A few years back I was able to do a bit of family background investigation in Cheltenham where, as it happens, my paternal family originated. I was delighted to discover the grave of my great, great grandmother (in Bouncers Lane cemetary) and 3 of the brothers (and their wives) of my great, great grandfather (in St Peters churchyard, Leckhampton). I visited Mary's grave late one evening and if I'd had flowers I'd have put some on her grave. The 3 brothers also caught me by surprise, but I paid my respects as was fitting. The point is although we were separated by 100 plus years the people in those graves had my blood; If Mary hadn't lived then I wouldn't be here typing this now (she died in 1895 BTW), they are my family, I didn't know them but I feel (and even more so because I have stood by their graves) that I have a connection with them. I have no doubt that other folk who live within close proximity of the final resting places of their ancestral family feel the same and pay their respects from time to time... I know I would if I lived closer to the deceased of my family (and considering I'm not a religious man is something I can't fully explain... mind you, elephants visit their dead relatives bones and they're not particularly religious either as far as I'm aware).

Just to clarify a few things: I have never in my life lived anywhere close to Cheltenham although I once dropped a friend off there when I was returning home from a training course in Cornwall (in 1998) - I was returning to Northern Scotland. This was prior to me discovering the Cheltenham connection, til recently I was under the belief we were Welsh! As it turned out I dropped the friend off at a house that was only about 300yards from the house that my G.G. Grandfather built and lived in!! Mary, my G.G. Grandmother, is buried in a grave that the Gloucester records office say is occupied by Amelia... who was my G.G Grandfathers 2nd wife! (the gravestone says it's Mary). These 2 women died 12 years apart. The 3 brothers are buried in the church that my G.G. Grandfather, almost without a doubt, had a hand in extending in the 1860s (he was a stonemason and lived only 1/2 a mile away... with Mary) There is more, lots more, to this story but I think I've bored you enough... sorry to hi-jack the thread BTW.


Nothing to see here, move along please...


----------



## gingrove (Dec 29, 2010)

Fantastic set of pictures thanks for posting!


----------



## nelly (Dec 29, 2010)

Fantastic report.

I must start visiting some graveyards.
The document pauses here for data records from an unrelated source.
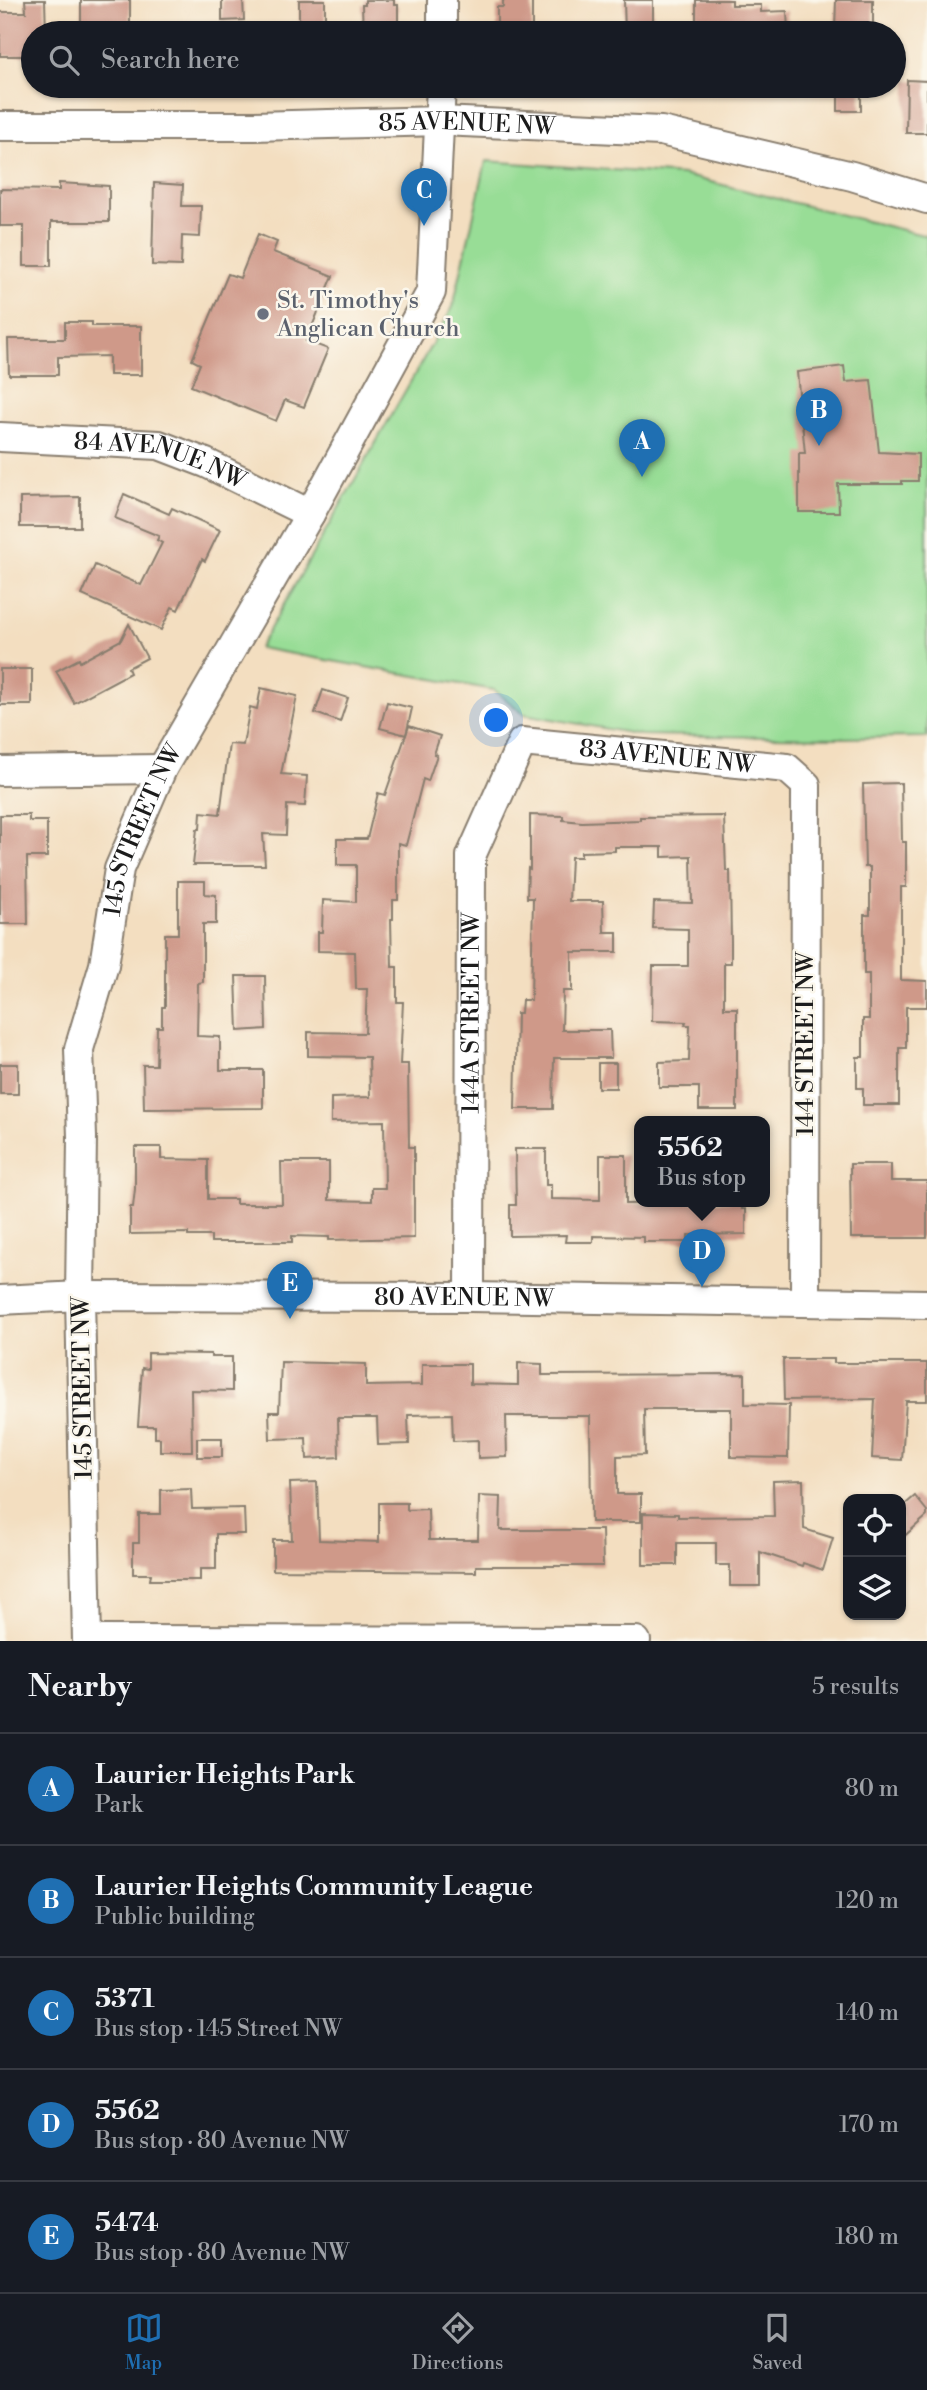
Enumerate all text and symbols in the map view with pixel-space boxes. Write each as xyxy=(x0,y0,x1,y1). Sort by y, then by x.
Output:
search box xyxy=(21,21,906,98)
icon: search xyxy=(45,41,83,79)
text: Search here xyxy=(101,44,240,76)
street label: 85 AVENUE NW xyxy=(378,107,557,142)
pin: C xyxy=(401,168,447,226)
place label: St. Timothy's Anglican Church xyxy=(276,286,460,344)
marker: St. Timothy's Anglican Church xyxy=(255,306,271,322)
pin: B xyxy=(796,388,842,446)
pin: A xyxy=(619,419,665,477)
street label: 84 AVENUE NW xyxy=(73,427,252,497)
your location xyxy=(479,703,513,737)
street label: 83 AVENUE NW xyxy=(578,734,758,781)
street label: 145 STREET NW xyxy=(98,738,190,918)
street label: 144A STREET NW xyxy=(456,911,487,1114)
street label: 144 STREET NW xyxy=(791,950,821,1136)
popup xyxy=(634,1116,770,1207)
text: 5562 xyxy=(658,1132,723,1164)
text: Bus stop xyxy=(658,1164,746,1192)
pin: D xyxy=(679,1229,725,1287)
pin: E xyxy=(267,1261,313,1319)
street label: 80 AVENUE NW xyxy=(374,1283,555,1314)
street label: 145 STREET NW xyxy=(66,1295,100,1480)
map controls xyxy=(843,1494,906,1620)
button: locate xyxy=(843,1494,906,1557)
button: layers xyxy=(843,1557,906,1620)
text: Nearby xyxy=(28,1668,132,1706)
text: 5 results xyxy=(812,1673,899,1701)
text: Laurier Heights Park xyxy=(95,1759,355,1791)
text: A xyxy=(43,1775,59,1803)
text: 80 m xyxy=(845,1775,899,1803)
text: Park xyxy=(95,1791,143,1819)
text: Laurier Heights Community League xyxy=(95,1871,533,1903)
text: B xyxy=(42,1887,60,1915)
text: 120 m xyxy=(835,1887,899,1915)
text: Public building xyxy=(95,1903,255,1931)
text: 5371 xyxy=(95,1983,155,2015)
text: C xyxy=(43,1999,59,2027)
text: 140 m xyxy=(836,1999,899,2027)
text: Bus stop · 145 Street NW xyxy=(95,2015,342,2043)
text: 5562 xyxy=(95,2095,160,2127)
text: D xyxy=(42,2111,60,2139)
text: 170 m xyxy=(839,2111,899,2139)
text: Bus stop · 80 Avenue NW xyxy=(95,2127,349,2155)
text: 5474 xyxy=(95,2207,159,2239)
text: E xyxy=(43,2223,59,2251)
text: 180 m xyxy=(835,2223,899,2251)
text: Bus stop · 80 Avenue NW xyxy=(95,2239,349,2267)
tab: Map xyxy=(125,2309,163,2375)
tab: Directions xyxy=(412,2309,503,2375)
tab: Saved xyxy=(753,2309,802,2375)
I really want to see Highgate, its meant to be spectacular


----------



## PrincessVenom (Dec 29, 2010)

nelly1967 said:


> Fantastic report.
> 
> I must start visiting some graveyards. I really want to see Highgate, its meant to be spectacular



Same here, it's been on my doorstep for the past 3 years and I've never even visited it! Thanks for all the comments and info guys, really interesting  makes you wonder just how much some of those crypts, statues and headstones actually cost! Some of them are truely remarkable works of art!


----------



## Mad Larkin (Dec 30, 2010)

some great pics there, i like graveyards - i used to be a gravedigger!
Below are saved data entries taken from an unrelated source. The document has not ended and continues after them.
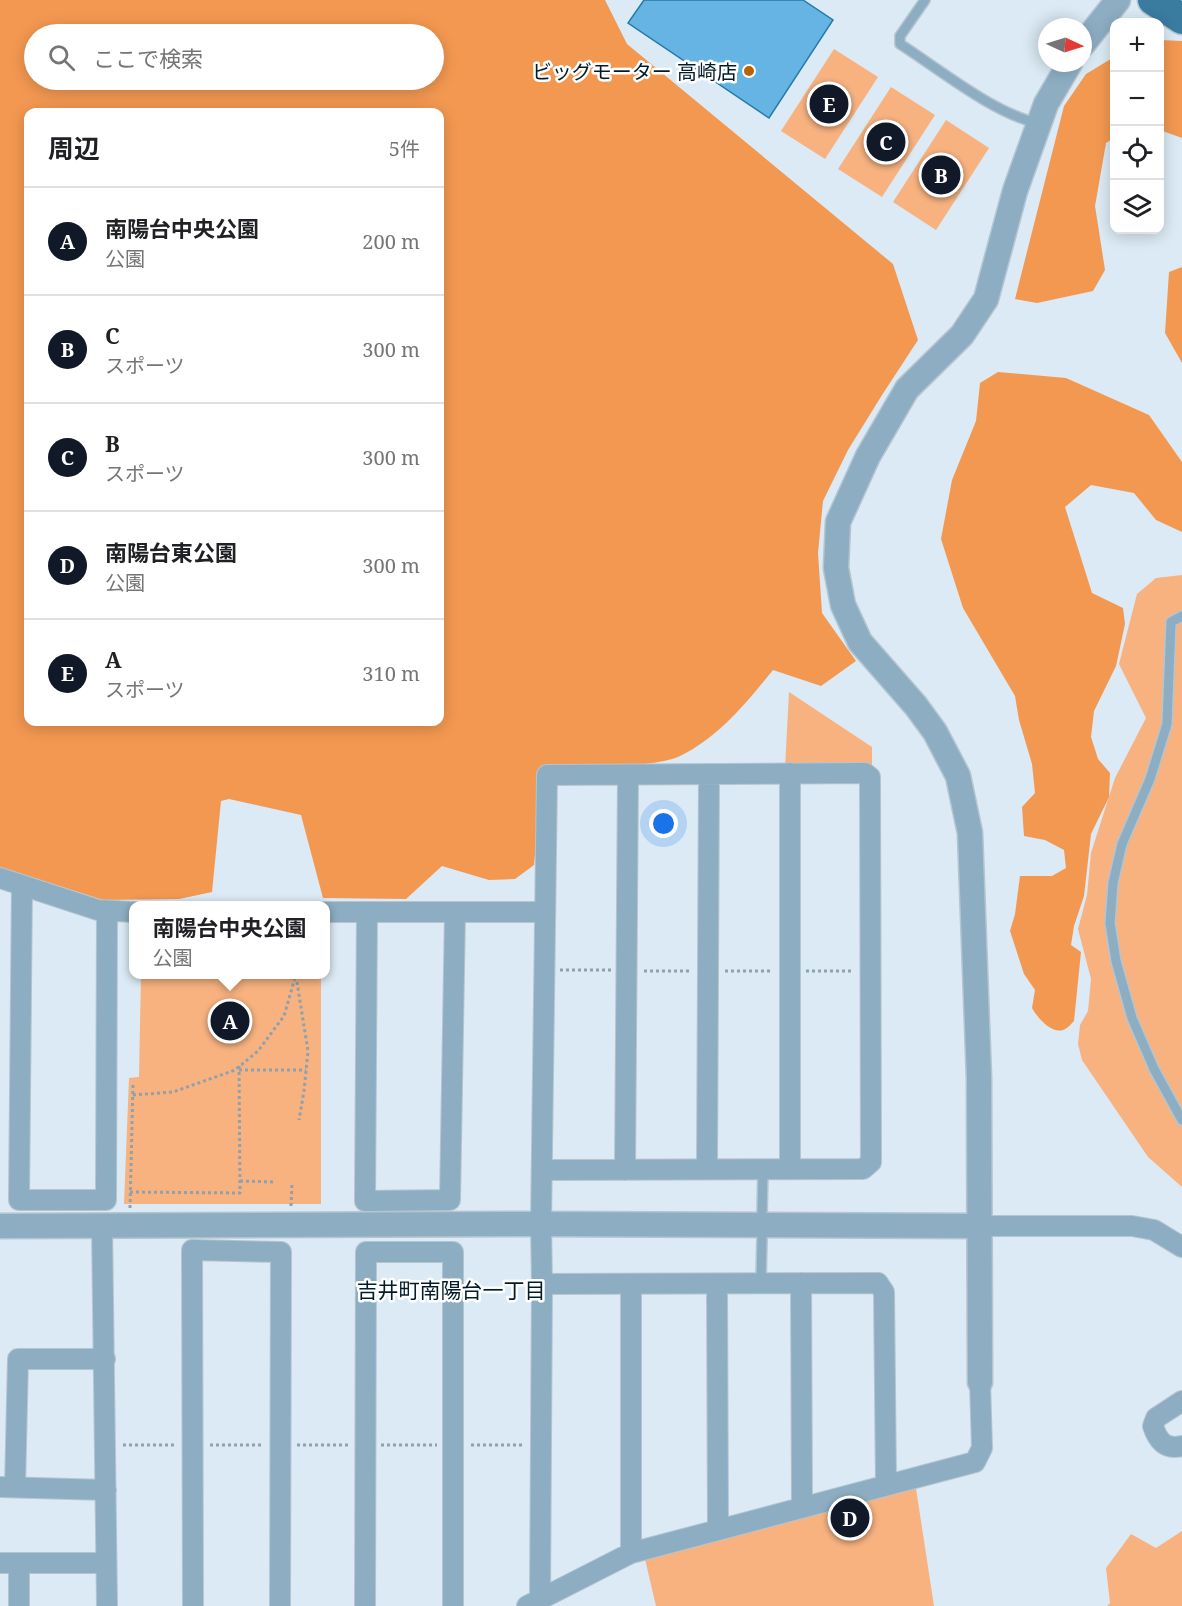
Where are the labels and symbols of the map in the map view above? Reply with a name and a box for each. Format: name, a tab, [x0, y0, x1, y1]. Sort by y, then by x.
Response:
north arrow	[1038, 18, 1092, 72]
place label: ビッグモーター 高崎店	[532, 58, 737, 85]
marker: ビッグモーター 高崎店	[742, 64, 756, 78]
pin: E	[810, 82, 848, 126]
pin: C	[866, 120, 906, 164]
pin: B	[922, 152, 960, 198]
your location	[649, 809, 678, 838]
pin: A	[210, 998, 250, 1044]
district label: 吉井町南陽台一丁目	[357, 1276, 546, 1304]
pin: D	[830, 1496, 870, 1540]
im not suprised you've got a great big 8 stone doberman if you weigh less than 7 stone yourself.
you saying that reminded me of something i saw quite a few years ago. during some high winds we were experiencing we saw a mother had roped herself to all her young kids so they wernt blown away!
it was sensible i suppose but quite funny to see on your way into town


----------



## nij4829 (Feb 16, 2011)

Having recently got into cemetery photography (granted mine are mostly night shots) I really like this place.

The pictures are amazing, thank you for sharing


----------



## CaroleInDFW (Apr 19, 2011)

*Hello there....*

I had to thank you so MUCH for taking these pictures. I live over in the Dallas area of Texas and have been doing some genealogy lately tracing my English roots back to England. I just discovered that I have some relatives buried in St. Pancras as well as some relatives buried in Abney. I was able to get the location and grave location for these relatives and would love to visit to take pictures of the headstones. ONLY wish I was as close as you so I could venture out to take some photos of my family in those two cemeteries. It did sadden me to see the neglect of these wonderful old cemeteries. Yes it did. And I wonder how my relative's graves are looking...


----------



## Snapshot (Apr 29, 2011)

What lovely, atmospheric photos.

You have really captured the ethereal feel of the place - you can almost hear the Headless Horseman coming!

I'm still wondering about the cars though...


----------



## Snips86x (May 9, 2011)

I love the initial image. Reminds me of a scene from Dead Snow


----------